_INPUT DATA_
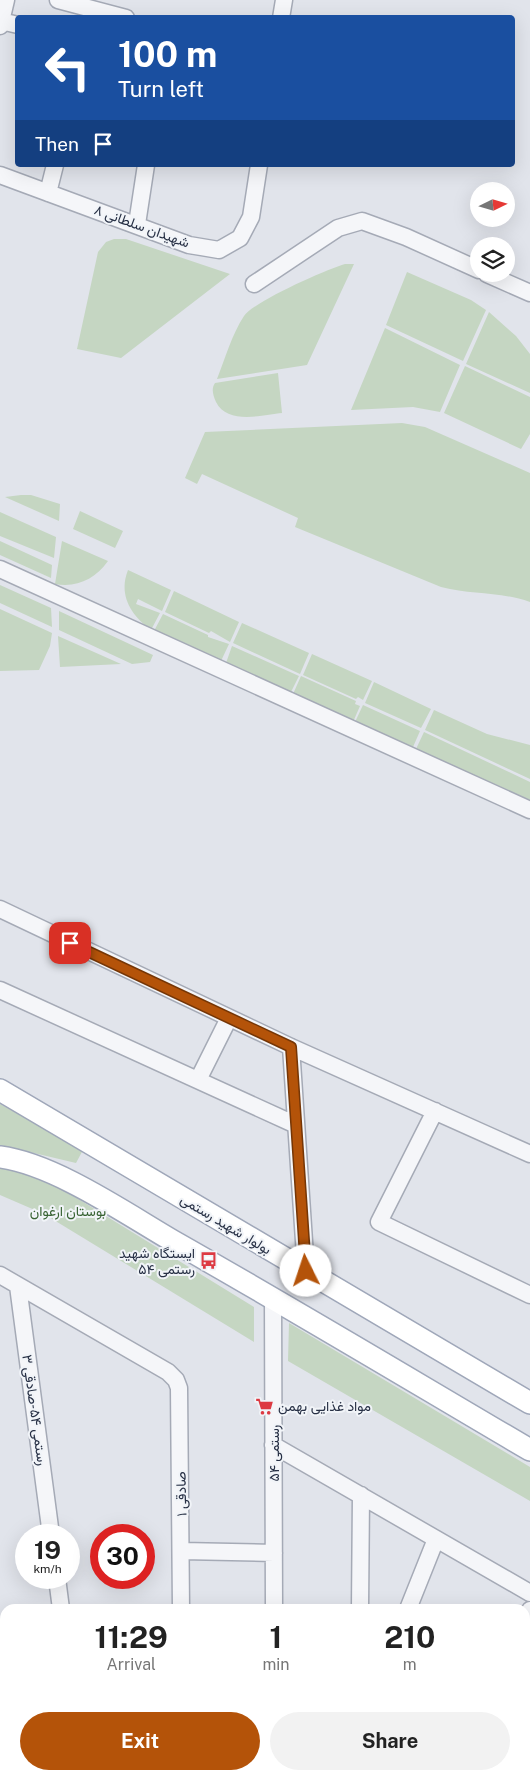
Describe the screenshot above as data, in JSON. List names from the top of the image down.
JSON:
{
  "streets": {
    "main road": ["بولوار شهید رستمی"],
    "street": [
      "شهیدان سلطانی ۸",
      "رستمی ۵۴-صادقی ۳",
      "رستمی ۵۴",
      "صادقی ۱"
    ]
  },
  "crossings": [
    ["رستمی ۵۴-صادقی ۳", "صادقی ۱"]
  ],
  "parks": ["بوستان ارغوان"],
  "places": {
    "bus stop": ["ایستگاه شهید رستمی ۵۴"],
    "supermarket": ["مواد غذایی بهمن"]
  },
  "north": "right",
  "page": {
    "turn": ["100 m", "Turn left"],
    "then": "Then",
    "speed": "19 km/h",
    "limit": "30",
    "eta": [
      "11:29",
      "Arrival",
      "1",
      "min",
      "210",
      "m"
    ],
    "buttons": ["Exit", "Share"]
  }
}
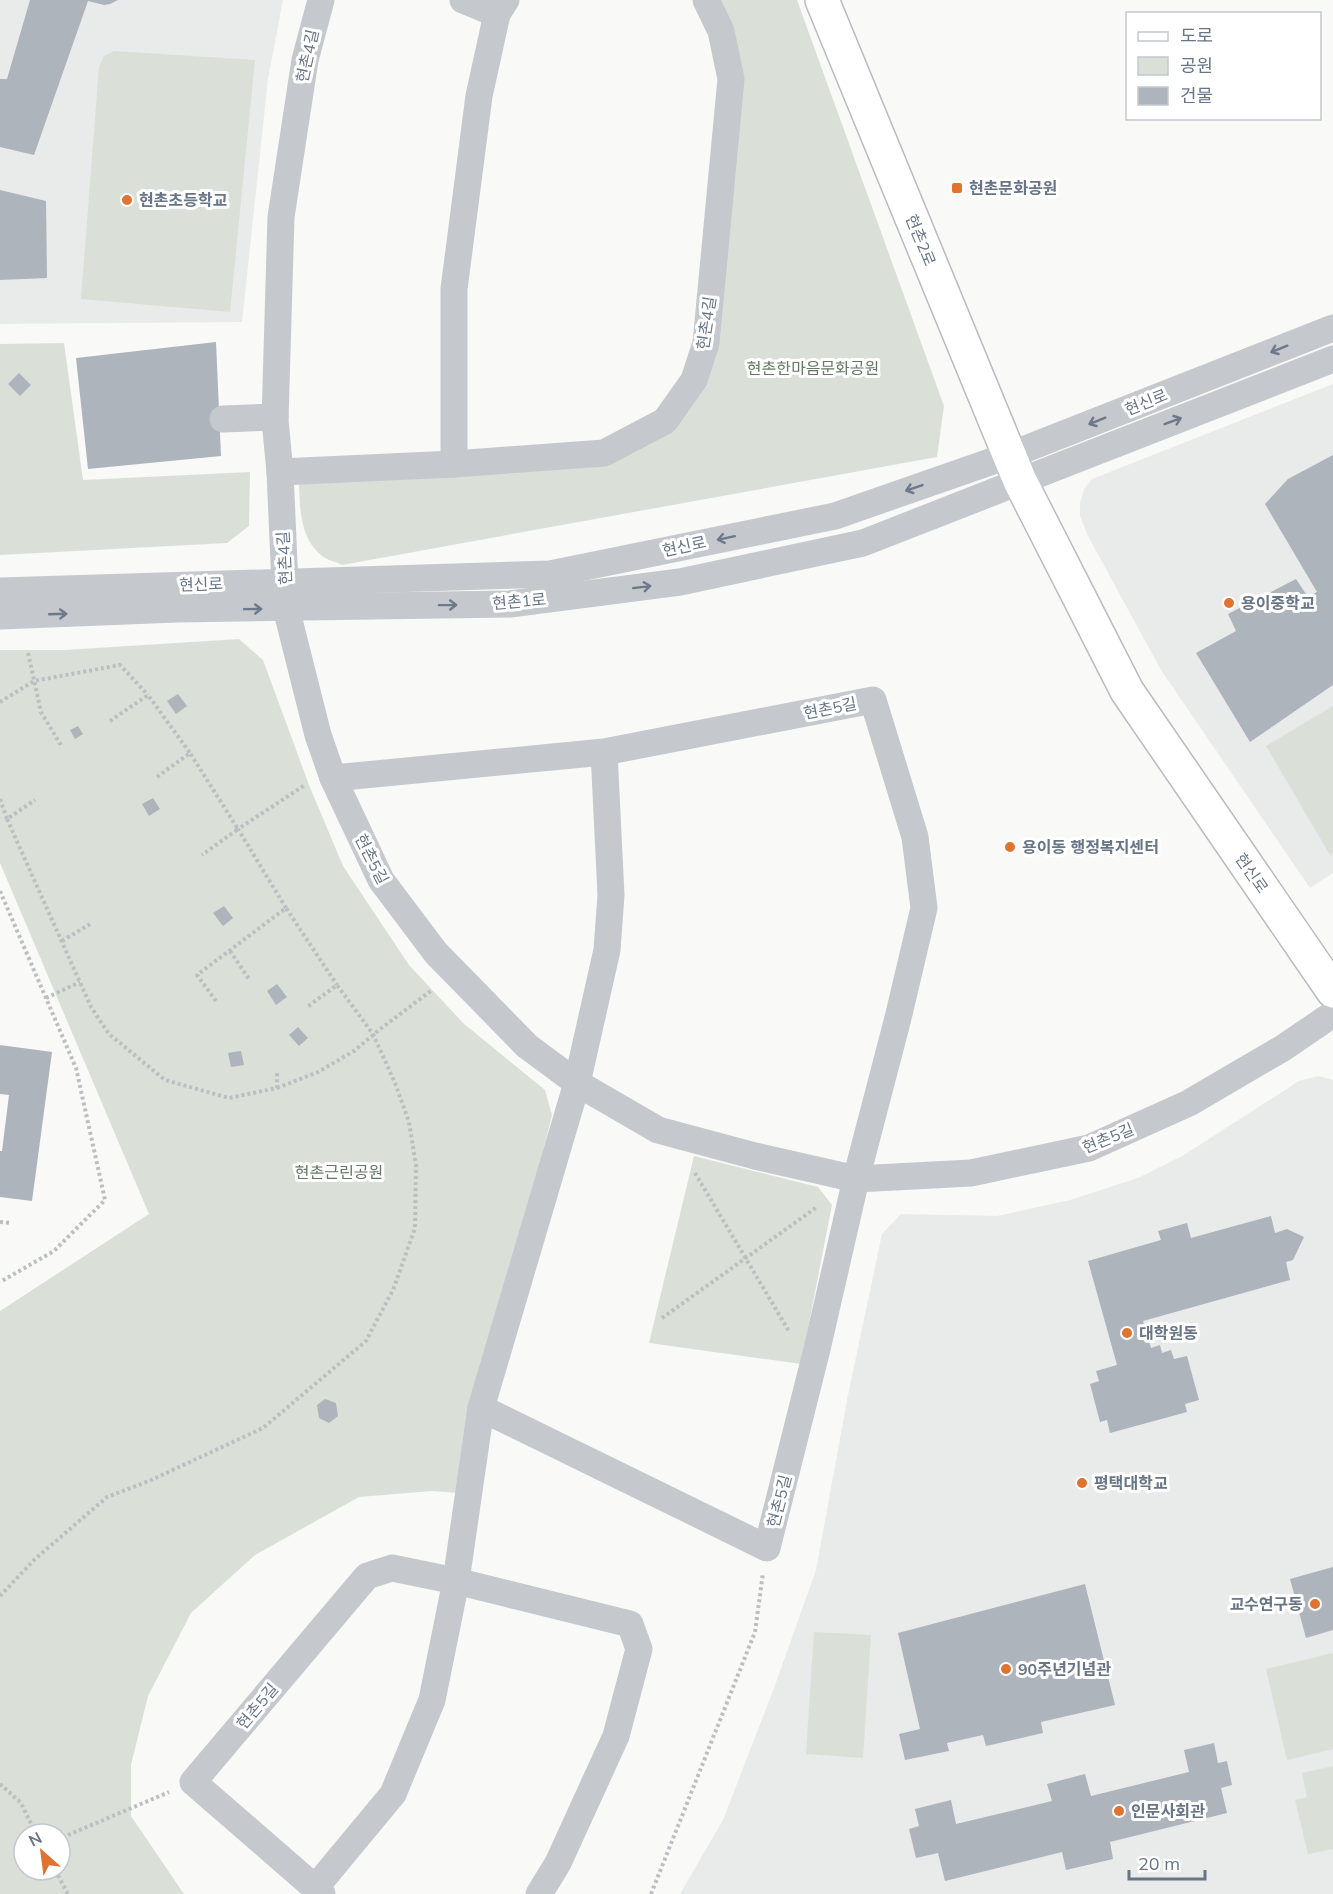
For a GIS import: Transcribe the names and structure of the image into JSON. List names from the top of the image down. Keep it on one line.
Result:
{"streets":{"main road":["현촌2로","현신로"],"street":["현촌4길","현촌1로","현촌5길"]},"crossings":[["현촌4길","현신로"],["현촌4길","현촌1로"],["현촌4길","현촌5길"],["현촌2로","현신로"],["현촌2로","현촌1로"],["현신로","현촌1로"],["현촌1로","현촌5길"]],"one_way":["현촌1로"],"parks":["현촌한마음문화공원","현촌근린공원"],"places":{"transit":["현촌문화공원"],"other":["현촌초등학교","용이중학교","용이동 행정복지센터","대학원동","평택대학교","교수연구동","90주년기념관","인문사회관"]},"legend":["도로","공원","건물"],"scale_bar":"20 m","north":"top left"}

_EXERCISE BRIEF_
Transcribe each entry above character for character, omitting pictures.

_RESULT OF THIS EXERCISE_
Describe the screenshot above as data, in JSON. List names from the top of the image down.
JSON:
{
  "streets": {
    "main road": ["بولوار شهید رستمی"],
    "street": [
      "شهیدان سلطانی ۸",
      "رستمی ۵۴-صادقی ۳",
      "رستمی ۵۴",
      "صادقی ۱"
    ]
  },
  "crossings": [
    ["رستمی ۵۴-صادقی ۳", "صادقی ۱"]
  ],
  "parks": ["بوستان ارغوان"],
  "places": {
    "bus stop": ["ایستگاه شهید رستمی ۵۴"],
    "supermarket": ["مواد غذایی بهمن"]
  },
  "north": "right",
  "page": {
    "turn": ["100 m", "Turn left"],
    "then": "Then",
    "speed": "19 km/h",
    "limit": "30",
    "eta": [
      "11:29",
      "Arrival",
      "1",
      "min",
      "210",
      "m"
    ],
    "buttons": ["Exit", "Share"]
  }
}
For a GIS import: Transcribe the names and structure of the image into JSON. List names from the top of the image down. Keep it on one line.
Result:
{"streets":{"main road":["현촌2로","현신로"],"street":["현촌4길","현촌1로","현촌5길"]},"crossings":[["현촌4길","현신로"],["현촌4길","현촌1로"],["현촌4길","현촌5길"],["현촌2로","현신로"],["현촌2로","현촌1로"],["현신로","현촌1로"],["현촌1로","현촌5길"]],"one_way":["현촌1로"],"parks":["현촌한마음문화공원","현촌근린공원"],"places":{"transit":["현촌문화공원"],"other":["현촌초등학교","용이중학교","용이동 행정복지센터","대학원동","평택대학교","교수연구동","90주년기념관","인문사회관"]},"legend":["도로","공원","건물"],"scale_bar":"20 m","north":"top left"}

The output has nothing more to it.